START The data

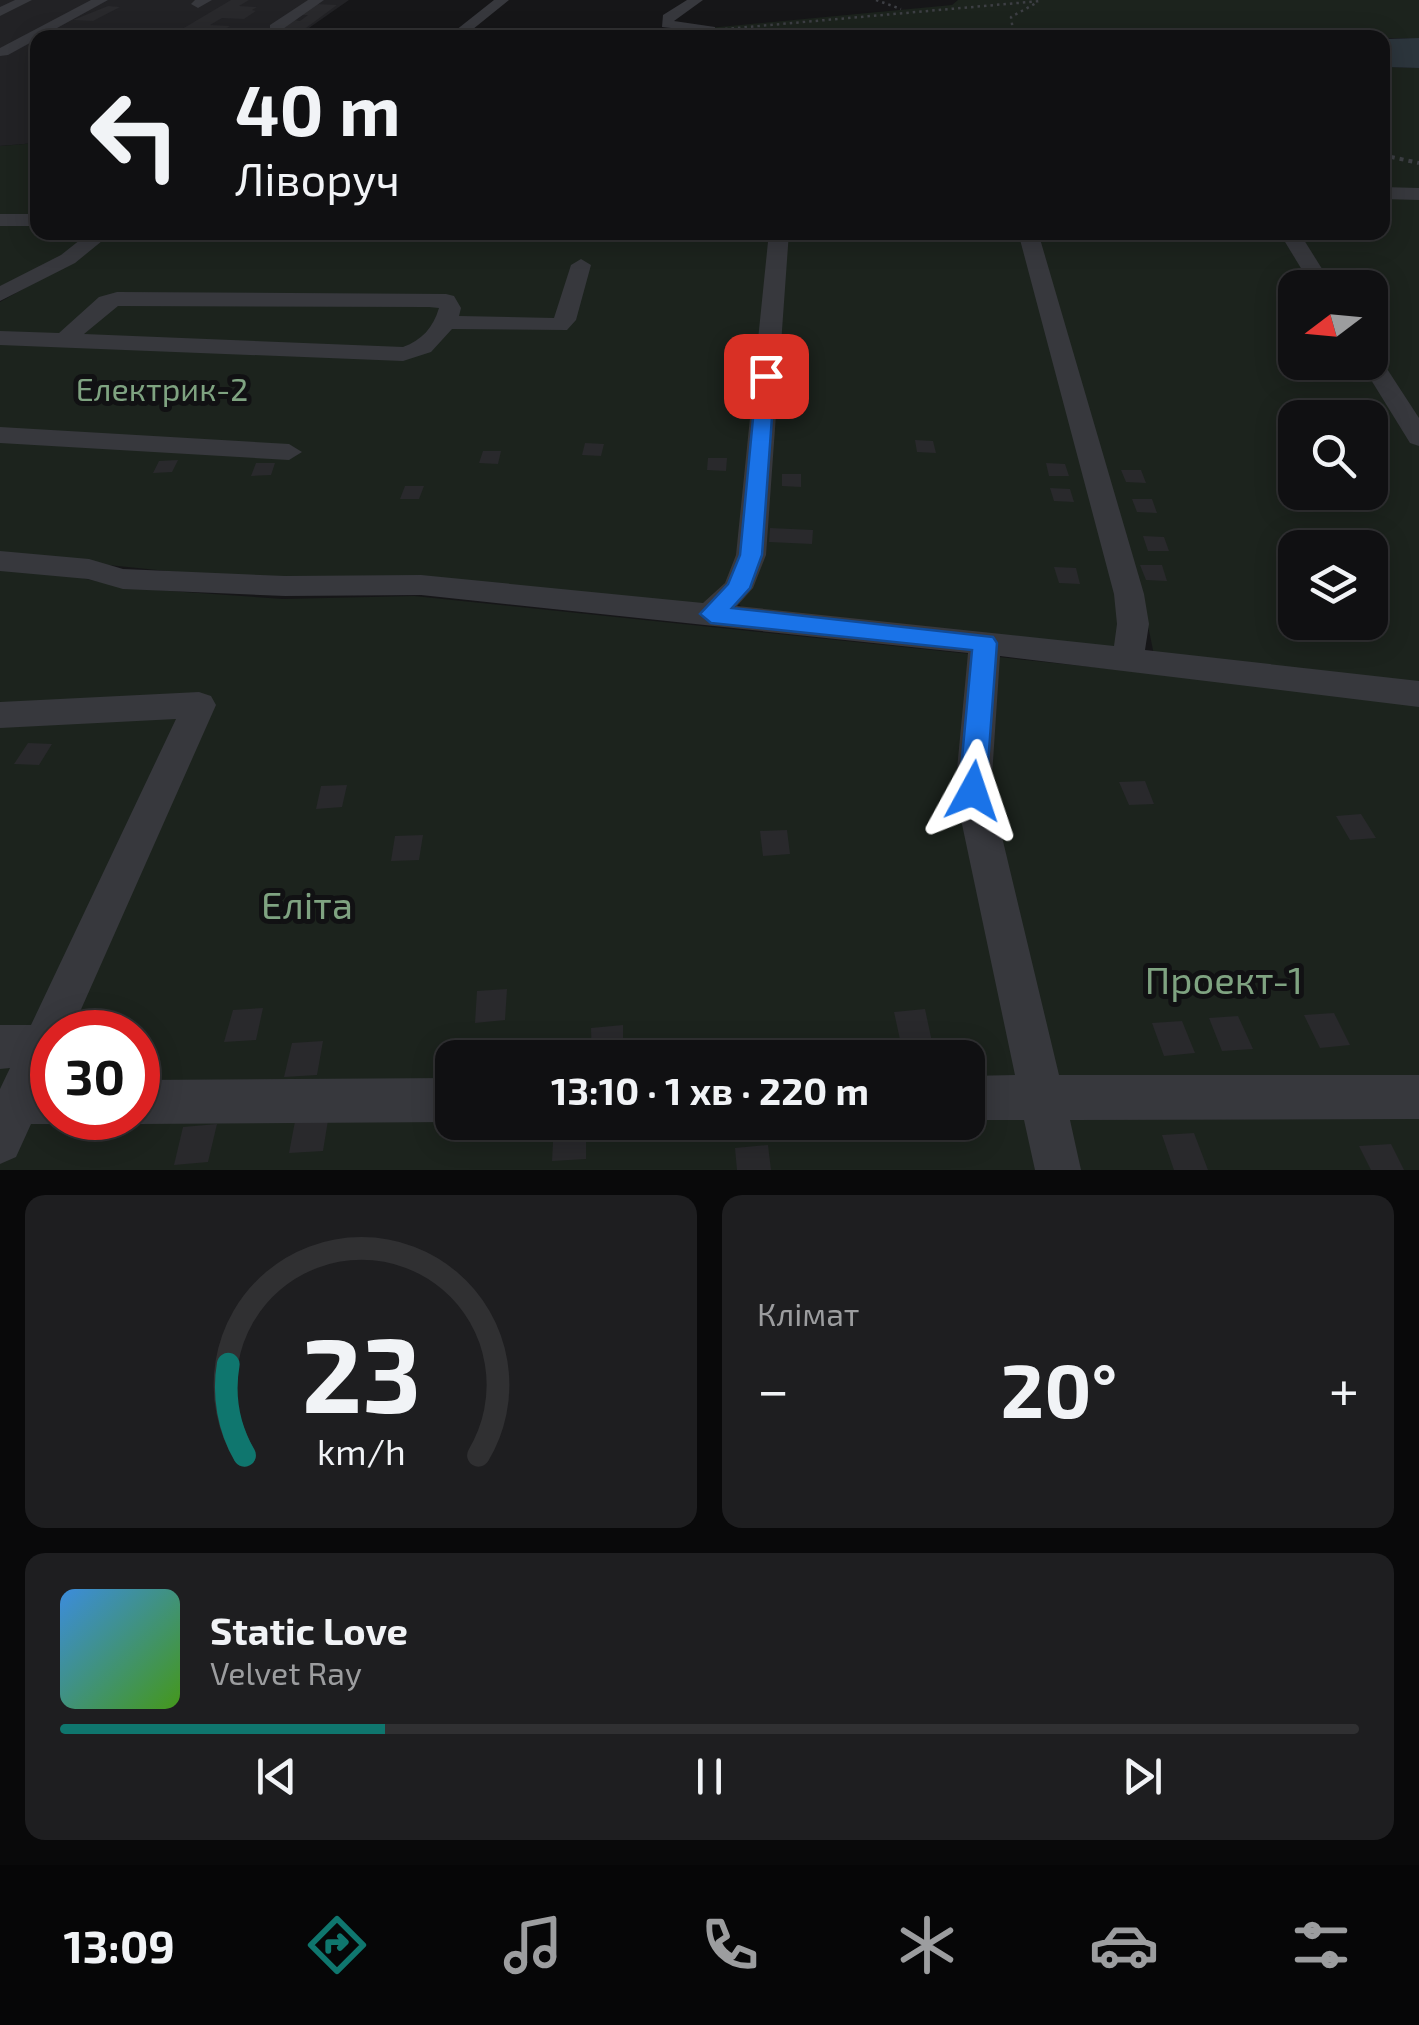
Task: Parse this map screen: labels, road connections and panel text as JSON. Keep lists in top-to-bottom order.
{
  "parks": ["Електрик-2", "Еліта", "Проект-1"],
  "north": "left",
  "page": {
    "turn": ["40 m", "Ліворуч"],
    "limit": "30",
    "trip": "13:10 · 1 хв · 220 m",
    "tile": "Клімат",
    "heat": ["−", "20°", "+"],
    "song": ["Static Love", "Velvet Ray"],
    "tabs": "13:09",
    "gauge": ["23", "km/h"]
  }
}
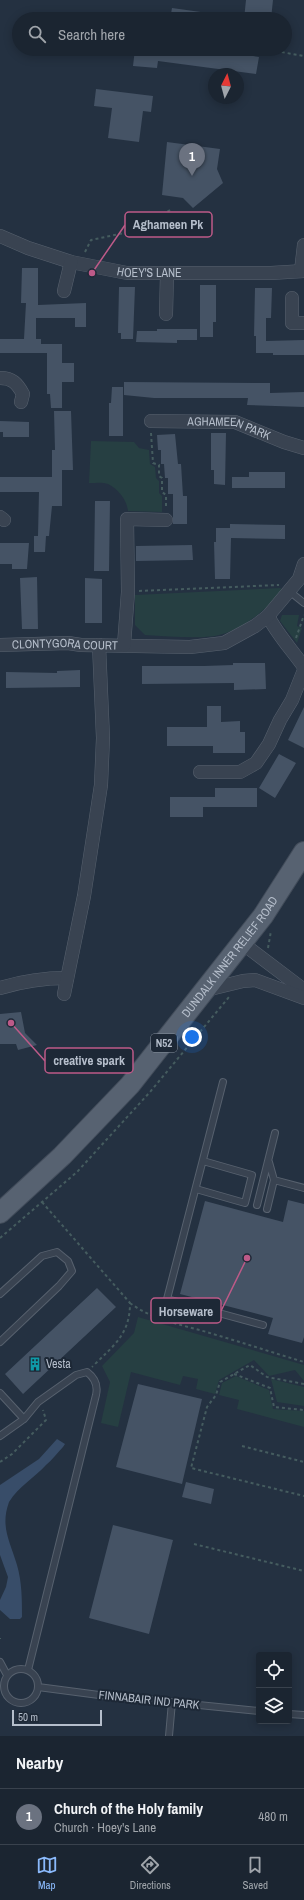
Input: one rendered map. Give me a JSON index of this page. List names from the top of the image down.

END The data

Drop the pictures and give every line above again exactly.

__Task solution__.
Task: Parse this map screen: labels, road connections and panel text as JSON. Keep lists in top-to-bottom order.
{
  "parks": ["Електрик-2", "Еліта", "Проект-1"],
  "north": "left",
  "page": {
    "turn": ["40 m", "Ліворуч"],
    "limit": "30",
    "trip": "13:10 · 1 хв · 220 m",
    "tile": "Клімат",
    "heat": ["−", "20°", "+"],
    "song": ["Static Love", "Velvet Ray"],
    "tabs": "13:09",
    "gauge": ["23", "km/h"]
  }
}
Input: one rendered map. Give me a JSON index of this page. List names from the top of the image down.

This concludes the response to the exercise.